Raw data:
━━━━━━━━━━━━━━━━

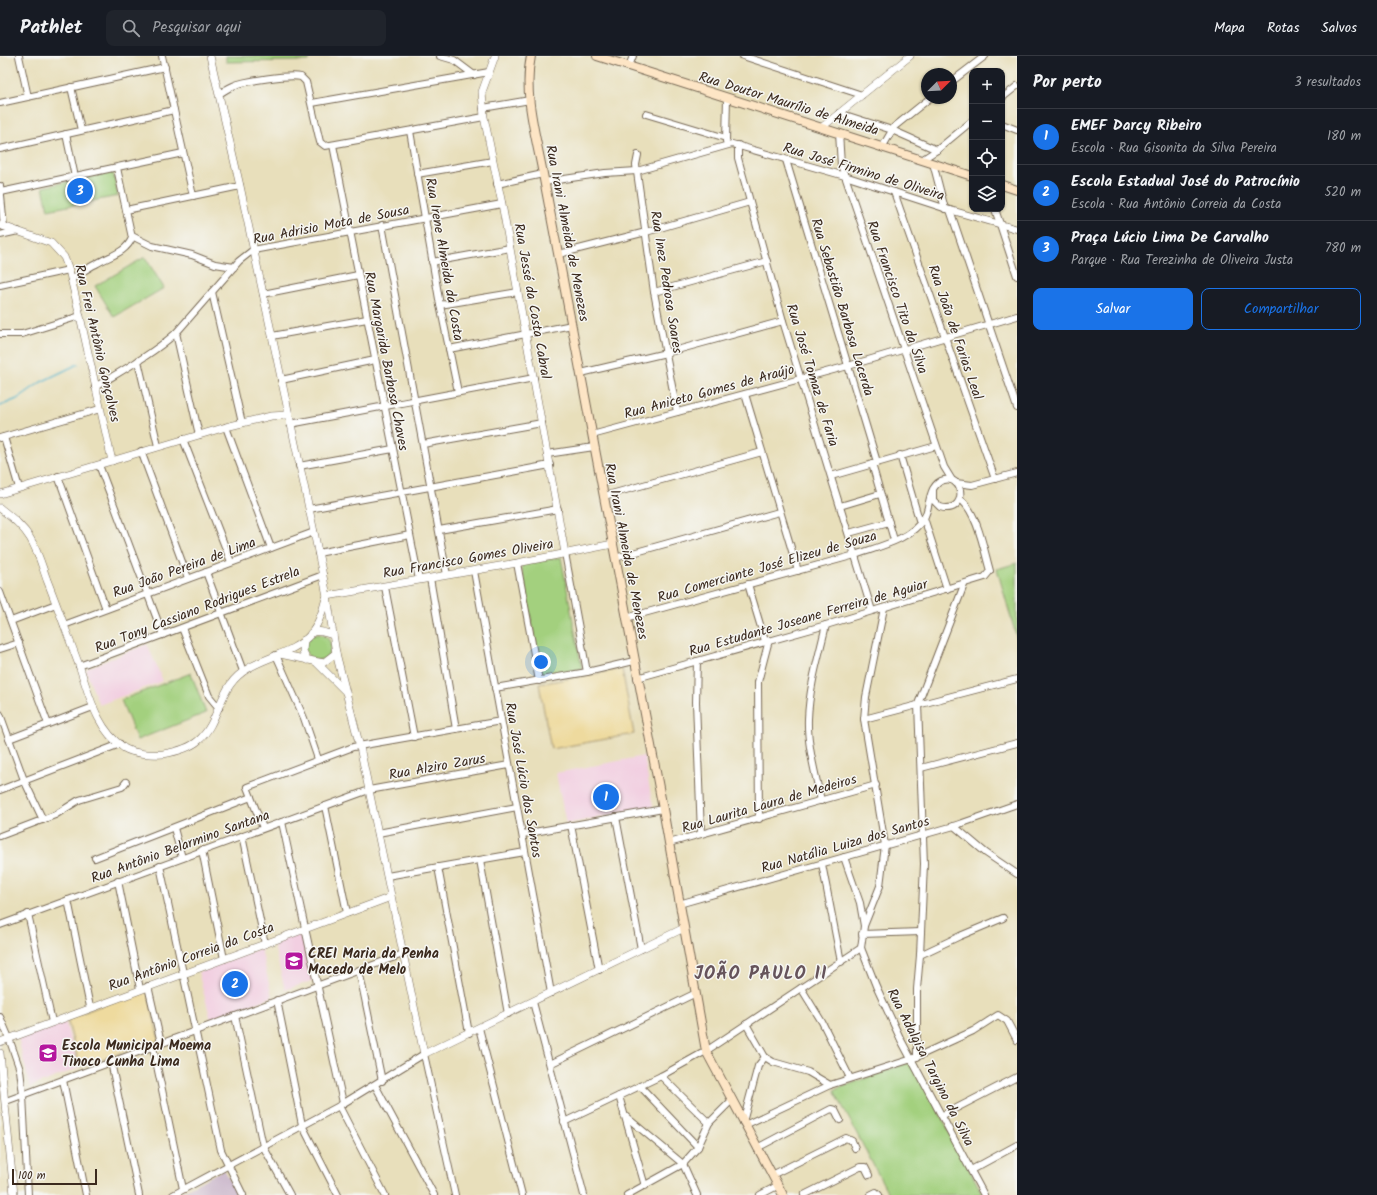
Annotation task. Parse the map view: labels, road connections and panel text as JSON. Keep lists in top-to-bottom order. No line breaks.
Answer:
{"streets":{"main road":["Rua Doutor Maurílio de Almeida","Rua Irani Almeida de Menezes"],"street":["Rua José Firmino de Oliveira","Rua Adrisio Mota de Sousa","Rua Irene Almeida da Costa","Rua Inez Pedrosa Soares","Rua Francisco Tito da Silva","Rua Jessé da Costa Cabral","Rua Sebastião Barbosa Lacerda","Rua João de Farias Leal","Rua Frei Antônio Gonçalves","Rua Margarida Barbosa Chaves","Rua José Tomaz de Faria","Rua Aniceto Gomes de Araújo","Rua Francisco Gomes Oliveira","Rua Comerciante José Elizeu de Souza","Rua João Pereira de Lima","Rua Tony Cassiano Rodrigues Estrela","Rua Estudante Joseane Ferreira de Aguiar","Rua Alziro Zarus","Rua José Lúcio dos Santos","Rua Laurita Laura de Medeiros","Rua Natália Luiza dos Santos","Rua Antônio Belarmino Santana","Rua Antônio Correia da Costa","Rua Adalgisa Targino da Silva"]},"crossings":[["Rua Doutor Maurílio de Almeida","Rua Francisco Tito da Silva"],["Rua José Firmino de Oliveira","Rua Irani Almeida de Menezes"],["Rua José Firmino de Oliveira","Rua Inez Pedrosa Soares"],["Rua José Firmino de Oliveira","Rua Francisco Tito da Silva"],["Rua José Firmino de Oliveira","Rua Jessé da Costa Cabral"],["Rua José Firmino de Oliveira","Rua Sebastião Barbosa Lacerda"],["Rua José Firmino de Oliveira","Rua João de Farias Leal"],["Rua José Firmino de Oliveira","Rua José Tomaz de Faria"],["Rua Adrisio Mota de Sousa","Rua Irene Almeida da Costa"],["Rua Adrisio Mota de Sousa","Rua Jessé da Costa Cabral"],["Rua Adrisio Mota de Sousa","Rua Frei Antônio Gonçalves"],["Rua Adrisio Mota de Sousa","Rua Margarida Barbosa Chaves"],["Rua Irani Almeida de Menezes","Rua Aniceto Gomes de Araújo"],["Rua Irani Almeida de Menezes","Rua Francisco Gomes Oliveira"],["Rua Irani Almeida de Menezes","Rua Comerciante José Elizeu de Souza"],["Rua Irani Almeida de Menezes","Rua Estudante Joseane Ferreira de Aguiar"],["Rua Irani Almeida de Menezes","Rua Laurita Laura de Medeiros"],["Rua Irani Almeida de Menezes","Rua Natália Luiza dos Santos"],["Rua Inez Pedrosa Soares","Rua Aniceto Gomes de Araújo"],["Rua Francisco Tito da Silva","Rua Aniceto Gomes de Araújo"],["Rua Francisco Tito da Silva","Rua Comerciante José Elizeu de Souza"],["Rua Francisco Tito da Silva","Rua Estudante Joseane Ferreira de Aguiar"],["Rua Jessé da Costa Cabral","Rua Francisco Gomes Oliveira"],["Rua Sebastião Barbosa Lacerda","Rua Aniceto Gomes de Araújo"],["Rua Sebastião Barbosa Lacerda","Rua Comerciante José Elizeu de Souza"],["Rua João de Farias Leal","Rua Aniceto Gomes de Araújo"],["Rua Margarida Barbosa Chaves","Rua Francisco Gomes Oliveira"],["Rua José Tomaz de Faria","Rua Aniceto Gomes de Araújo"],["Rua José Tomaz de Faria","Rua Comerciante José Elizeu de Souza"],["Rua José Tomaz de Faria","Rua Estudante Joseane Ferreira de Aguiar"],["Rua Francisco Gomes Oliveira","Rua José Lúcio dos Santos"],["Rua Comerciante José Elizeu de Souza","Rua Estudante Joseane Ferreira de Aguiar"],["Rua Alziro Zarus","Rua José Lúcio dos Santos"],["Rua Alziro Zarus","Rua Antônio Belarmino Santana"]],"districts":["JOÃO PAULO II"],"places":{"school or university":["CREI Maria da Penha Macedo de Melo","Escola Municipal Moema Tinoco Cunha Lima"]},"scale_bar":"100 m","north":"top right","page":{"header":"Pathlet","search":"Pesquisar aqui","nav":["Mapa","Rotas","Salvos"],"heading":["Por perto","3 resultados"],"map_buttons":["+","−"],"list":[{"mark":"1","name":"EMEF Darcy Ribeiro","note":"Escola · Rua Gisonita da Silva Pereira","value":"180 m"},{"mark":"2","name":"Escola Estadual José do Patrocínio","note":"Escola · Rua Antônio Correia da Costa","value":"520 m"},{"mark":"3","name":"Praça Lúcio Lima De Carvalho","note":"Parque · Rua Terezinha de Oliveira Justa","value":"780 m"}],"pins":["3","1","2"],"buttons":["Salvar","Compartilhar"],"scale":"100 m"}}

━━━━━━━━━━━━━━━━

Output all the data, exactly, without images.

Annotation task. Parse the map view: labels, road connections and panel text as JSON. Keep lists in top-to-bottom order. No line breaks.
Answer:
{"streets":{"main road":["Rua Doutor Maurílio de Almeida","Rua Irani Almeida de Menezes"],"street":["Rua José Firmino de Oliveira","Rua Adrisio Mota de Sousa","Rua Irene Almeida da Costa","Rua Inez Pedrosa Soares","Rua Francisco Tito da Silva","Rua Jessé da Costa Cabral","Rua Sebastião Barbosa Lacerda","Rua João de Farias Leal","Rua Frei Antônio Gonçalves","Rua Margarida Barbosa Chaves","Rua José Tomaz de Faria","Rua Aniceto Gomes de Araújo","Rua Francisco Gomes Oliveira","Rua Comerciante José Elizeu de Souza","Rua João Pereira de Lima","Rua Tony Cassiano Rodrigues Estrela","Rua Estudante Joseane Ferreira de Aguiar","Rua Alziro Zarus","Rua José Lúcio dos Santos","Rua Laurita Laura de Medeiros","Rua Natália Luiza dos Santos","Rua Antônio Belarmino Santana","Rua Antônio Correia da Costa","Rua Adalgisa Targino da Silva"]},"crossings":[["Rua Doutor Maurílio de Almeida","Rua Francisco Tito da Silva"],["Rua José Firmino de Oliveira","Rua Irani Almeida de Menezes"],["Rua José Firmino de Oliveira","Rua Inez Pedrosa Soares"],["Rua José Firmino de Oliveira","Rua Francisco Tito da Silva"],["Rua José Firmino de Oliveira","Rua Jessé da Costa Cabral"],["Rua José Firmino de Oliveira","Rua Sebastião Barbosa Lacerda"],["Rua José Firmino de Oliveira","Rua João de Farias Leal"],["Rua José Firmino de Oliveira","Rua José Tomaz de Faria"],["Rua Adrisio Mota de Sousa","Rua Irene Almeida da Costa"],["Rua Adrisio Mota de Sousa","Rua Jessé da Costa Cabral"],["Rua Adrisio Mota de Sousa","Rua Frei Antônio Gonçalves"],["Rua Adrisio Mota de Sousa","Rua Margarida Barbosa Chaves"],["Rua Irani Almeida de Menezes","Rua Aniceto Gomes de Araújo"],["Rua Irani Almeida de Menezes","Rua Francisco Gomes Oliveira"],["Rua Irani Almeida de Menezes","Rua Comerciante José Elizeu de Souza"],["Rua Irani Almeida de Menezes","Rua Estudante Joseane Ferreira de Aguiar"],["Rua Irani Almeida de Menezes","Rua Laurita Laura de Medeiros"],["Rua Irani Almeida de Menezes","Rua Natália Luiza dos Santos"],["Rua Inez Pedrosa Soares","Rua Aniceto Gomes de Araújo"],["Rua Francisco Tito da Silva","Rua Aniceto Gomes de Araújo"],["Rua Francisco Tito da Silva","Rua Comerciante José Elizeu de Souza"],["Rua Francisco Tito da Silva","Rua Estudante Joseane Ferreira de Aguiar"],["Rua Jessé da Costa Cabral","Rua Francisco Gomes Oliveira"],["Rua Sebastião Barbosa Lacerda","Rua Aniceto Gomes de Araújo"],["Rua Sebastião Barbosa Lacerda","Rua Comerciante José Elizeu de Souza"],["Rua João de Farias Leal","Rua Aniceto Gomes de Araújo"],["Rua Margarida Barbosa Chaves","Rua Francisco Gomes Oliveira"],["Rua José Tomaz de Faria","Rua Aniceto Gomes de Araújo"],["Rua José Tomaz de Faria","Rua Comerciante José Elizeu de Souza"],["Rua José Tomaz de Faria","Rua Estudante Joseane Ferreira de Aguiar"],["Rua Francisco Gomes Oliveira","Rua José Lúcio dos Santos"],["Rua Comerciante José Elizeu de Souza","Rua Estudante Joseane Ferreira de Aguiar"],["Rua Alziro Zarus","Rua José Lúcio dos Santos"],["Rua Alziro Zarus","Rua Antônio Belarmino Santana"]],"districts":["JOÃO PAULO II"],"places":{"school or university":["CREI Maria da Penha Macedo de Melo","Escola Municipal Moema Tinoco Cunha Lima"]},"scale_bar":"100 m","north":"top right","page":{"header":"Pathlet","search":"Pesquisar aqui","nav":["Mapa","Rotas","Salvos"],"heading":["Por perto","3 resultados"],"map_buttons":["+","−"],"list":[{"mark":"1","name":"EMEF Darcy Ribeiro","note":"Escola · Rua Gisonita da Silva Pereira","value":"180 m"},{"mark":"2","name":"Escola Estadual José do Patrocínio","note":"Escola · Rua Antônio Correia da Costa","value":"520 m"},{"mark":"3","name":"Praça Lúcio Lima De Carvalho","note":"Parque · Rua Terezinha de Oliveira Justa","value":"780 m"}],"pins":["3","1","2"],"buttons":["Salvar","Compartilhar"],"scale":"100 m"}}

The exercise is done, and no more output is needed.